● THE TASK
Leaving out the pictures, please retype each record exactly.

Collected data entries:
◇ ◇ ◇ ◇ ◇ ◇ ◇

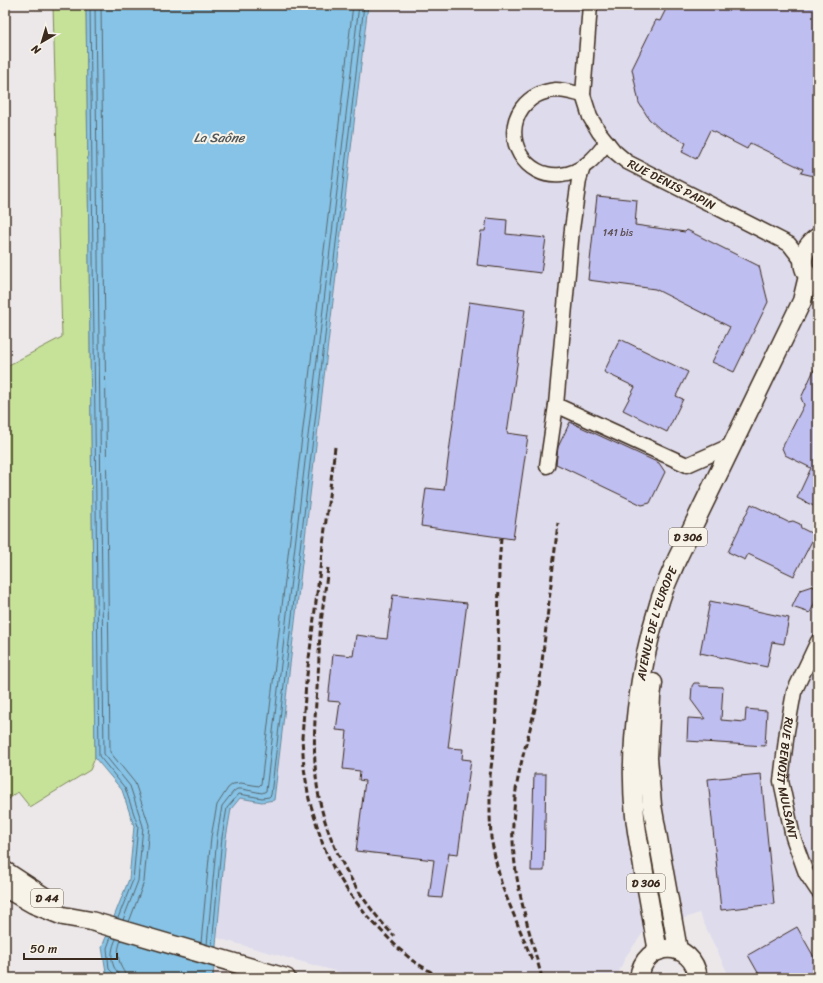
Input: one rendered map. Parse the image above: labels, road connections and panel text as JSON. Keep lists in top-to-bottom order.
{
  "streets": {
    "main road": ["D 306", "AVENUE DE L'EUROPE", "D 44"],
    "street": ["RUE DENIS PAPIN", "RUE BENOÎT MULSANT"]
  },
  "crossings": [
    ["RUE DENIS PAPIN", "AVENUE DE L'EUROPE"]
  ],
  "water": ["La Saône"],
  "house_numbers": ["141 bis"],
  "scale_bar": "50 m",
  "north": "bottom left"
}
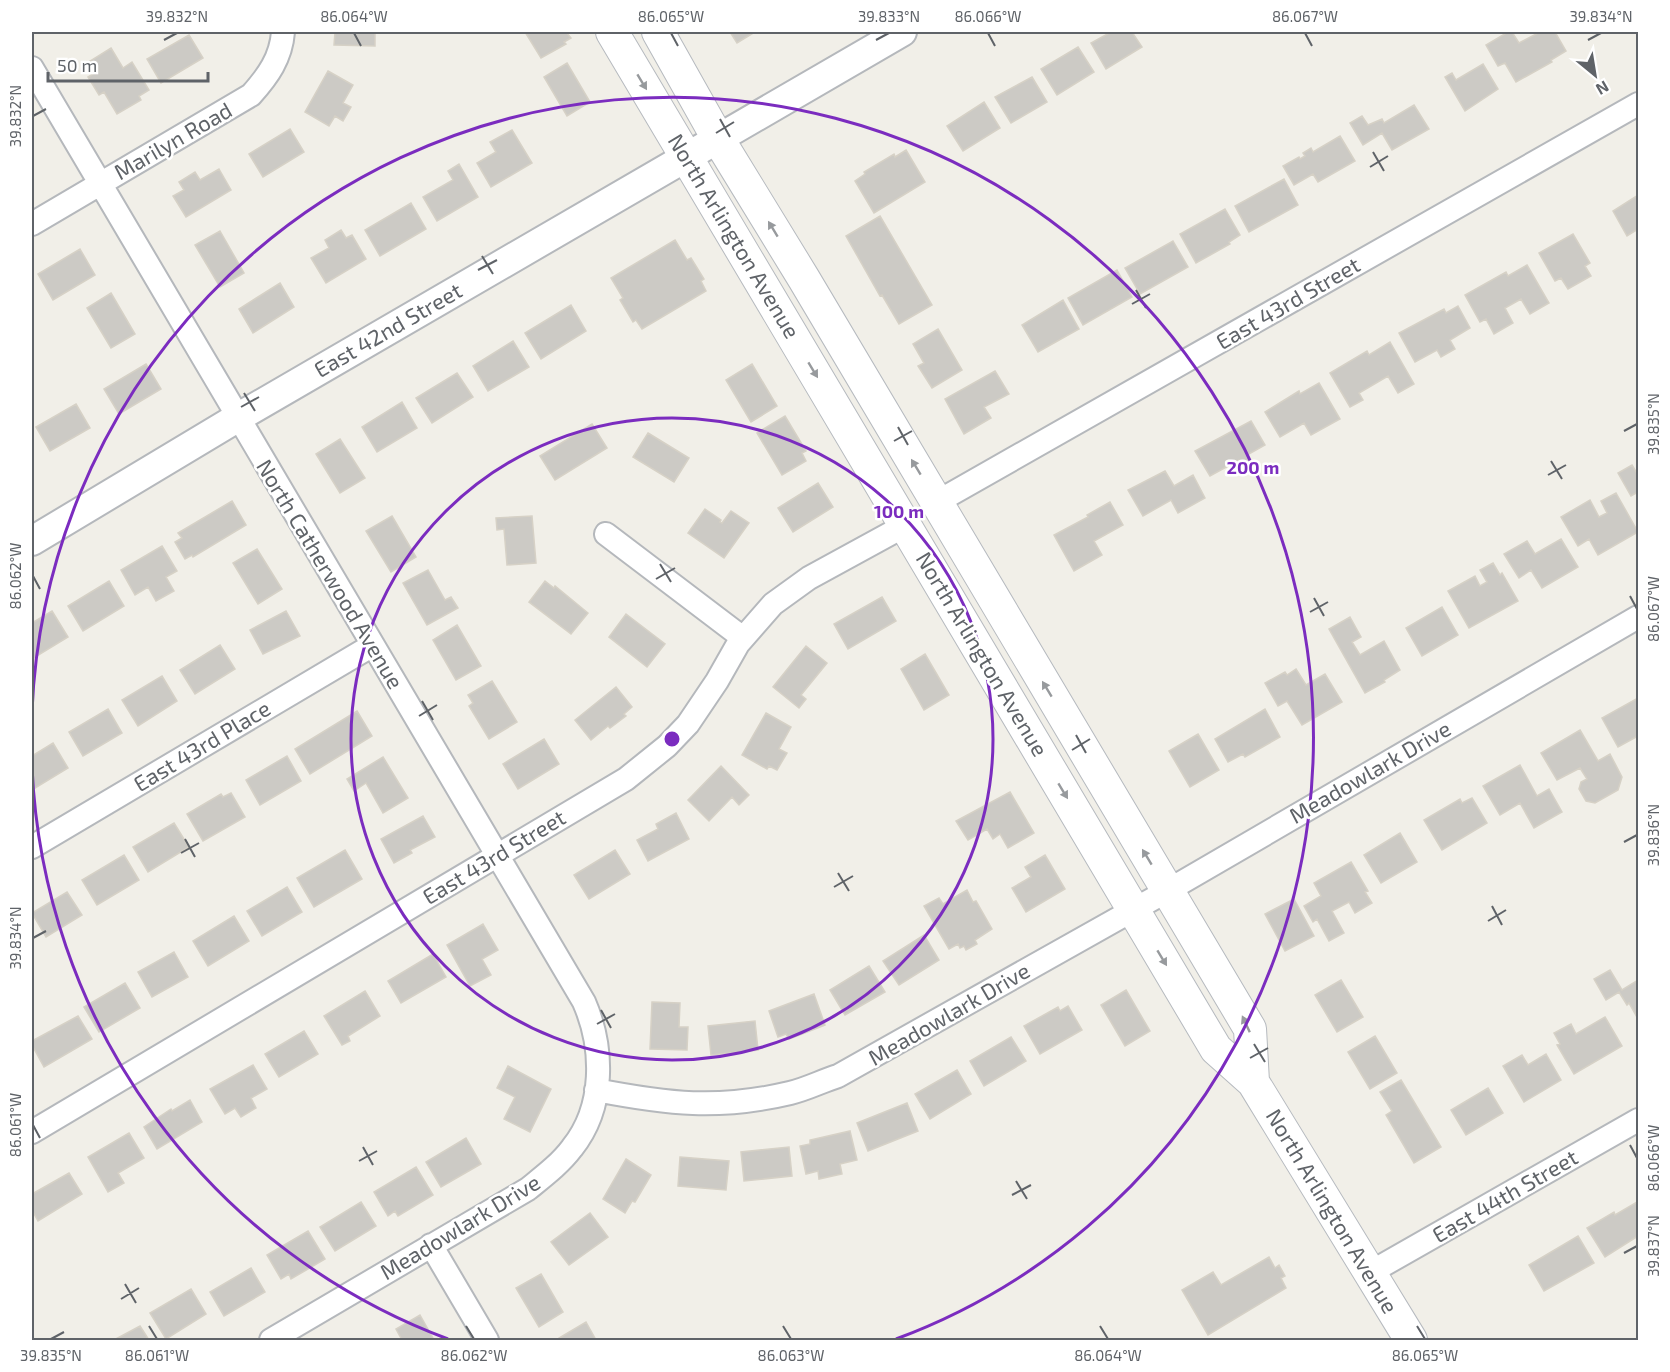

◇ ◇ ◇ ◇ ◇ ◇ ◇

● WRITTEN ANSWER
Input: one rendered map. Parse the image above: labels, road connections and panel text as JSON. Keep lists in top-to-bottom order.
{
  "streets": {
    "main road": ["D 306", "AVENUE DE L'EUROPE", "D 44"],
    "street": ["RUE DENIS PAPIN", "RUE BENOÎT MULSANT"]
  },
  "crossings": [
    ["RUE DENIS PAPIN", "AVENUE DE L'EUROPE"]
  ],
  "water": ["La Saône"],
  "house_numbers": ["141 bis"],
  "scale_bar": "50 m",
  "north": "bottom left"
}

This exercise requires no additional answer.